Ms. Champion, a former special education teacher, said she felt her school, where 84 percent of the students qualify for federally subsidized meals, needed something other than the “scripted, rigid” approach to reading that was being used.
“When I first came seven years ago, it was not pretty here,” she said, adding that most of her day was spent handling discipline problems. “Now, my kids, they’ve come so far. They want to work it out. It’s not nirvana here, but you can tell a difference.”
‘A Supportive Context’
In the 24,000-student Worcester, Mass., school district, 18 of the 34 elementary schools have been using Making Meaning, another program that integrates social and emotional development with reading-comprehension skills. The schools are part of a research project to determine how Making Meaning compares with the comprehension strategies that are part of the Houghton Mifflin program that the rest of the schools are using.

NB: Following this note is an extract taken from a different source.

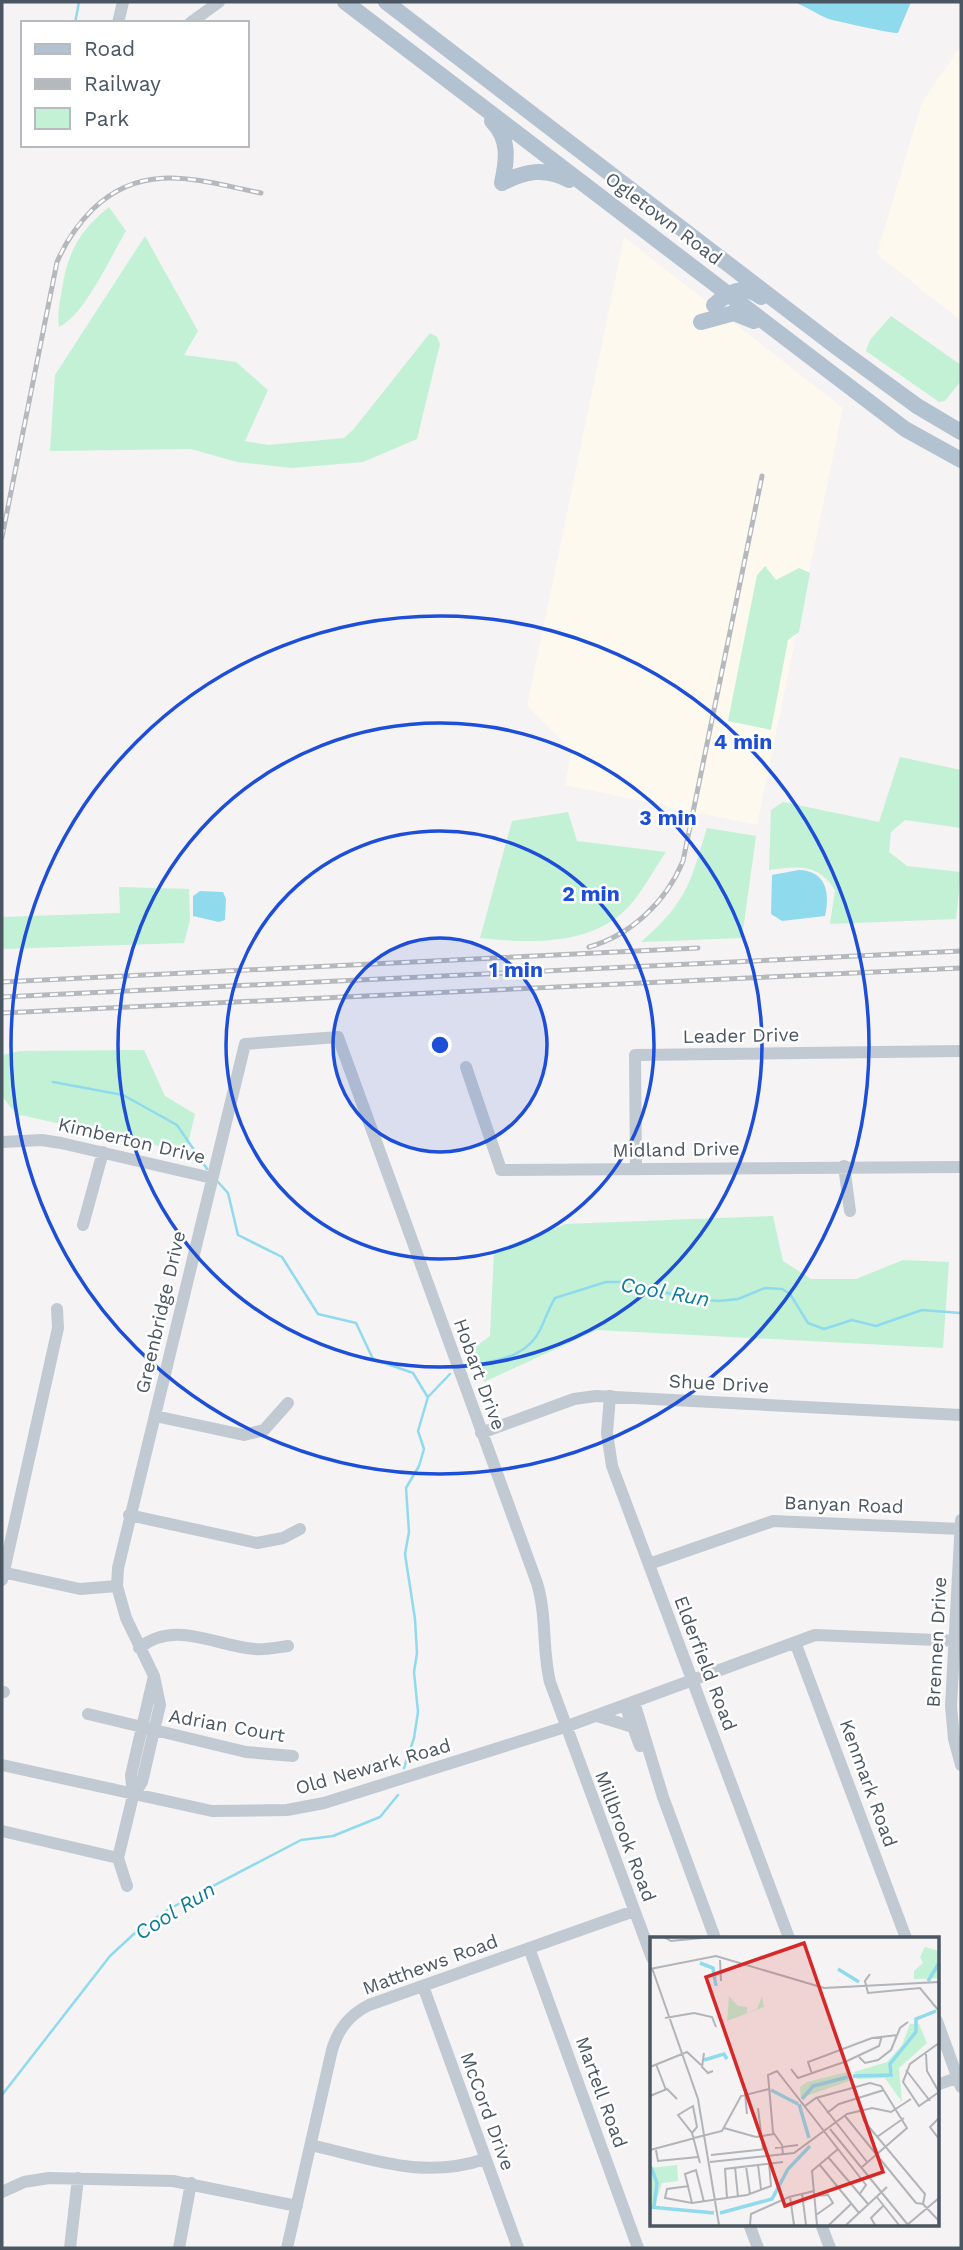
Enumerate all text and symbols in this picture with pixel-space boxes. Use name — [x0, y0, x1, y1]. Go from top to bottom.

Joan Fitton, the district’s manager for governmental relations and elementary programs, said the schools in the control group—those using Houghton Mifflin’s curriculum—are already asking when they can begin using Making Meaning.
“The respect you see in the classroom when the kids are going through these lessons is phenomenal,” she said. “With No Child Left Behind, there has been such a big push for reading and math, so it’s nice to see these other components put back in.”
The Making Meaning curriculum encourages social skills and positive relationships between a school’s children and adults through collaborative reading-comprehension activities, explained Eric Schaps, the president of the Developmental Studies Center, the Oakland, Calif.-based organization that developed the curriculum.
“Learning to read is pretty hard to do, actually. So having that kind of supportive context is important,” he said. “Kids are interacting and collaborating much more in the course of their learning.”
Skills such as retelling, visualizing, making inferences, and determining important ideas in the text are taught at the same time that students are practicing taking turns, speaking clearly, and learning to ask clarifying questions.
“Kids are not disembodied brains. They are feeling as well as thinking beings,” Mr. Schaps said.
Research conducted by other reading experts also backs up the connection between behavior and reading skills. In his observations of preschool classrooms, David K. Dickinson, an education professor at Vanderbilt University in Nashville, Tenn., found that instruments used to measure the quality of instruction in the classroom were also good at predicting teachers’ ratings on children’s social skills. Other research, he said, has shown that as young children learn how to “regulate” their emotions, their behavior and academic functioning improves.
“If there’s anything that’s social, it’s language,” he said in an interview. In the Handbook of Early Literacy Research, published this year by Guilford Press, Mr. Dickinson wrote that, too often, support for literacy is seen as “standing in opposition to social and emotional development,” but that educators need to “move beyond such thinking to recognition of the need to address all aspects of development effectively.”
In Atlanta, Ms. Crawford still regularly draws lessons from the Voices Reading program, even though Peyton Forest Elementary did not implement it schoolwide after she and another teacher piloted it last school year. She said she appreciates exposing her students to literature that they might recognize in a store.
“Now they stop at the books, “ she said, “instead of heading straight for the toys.”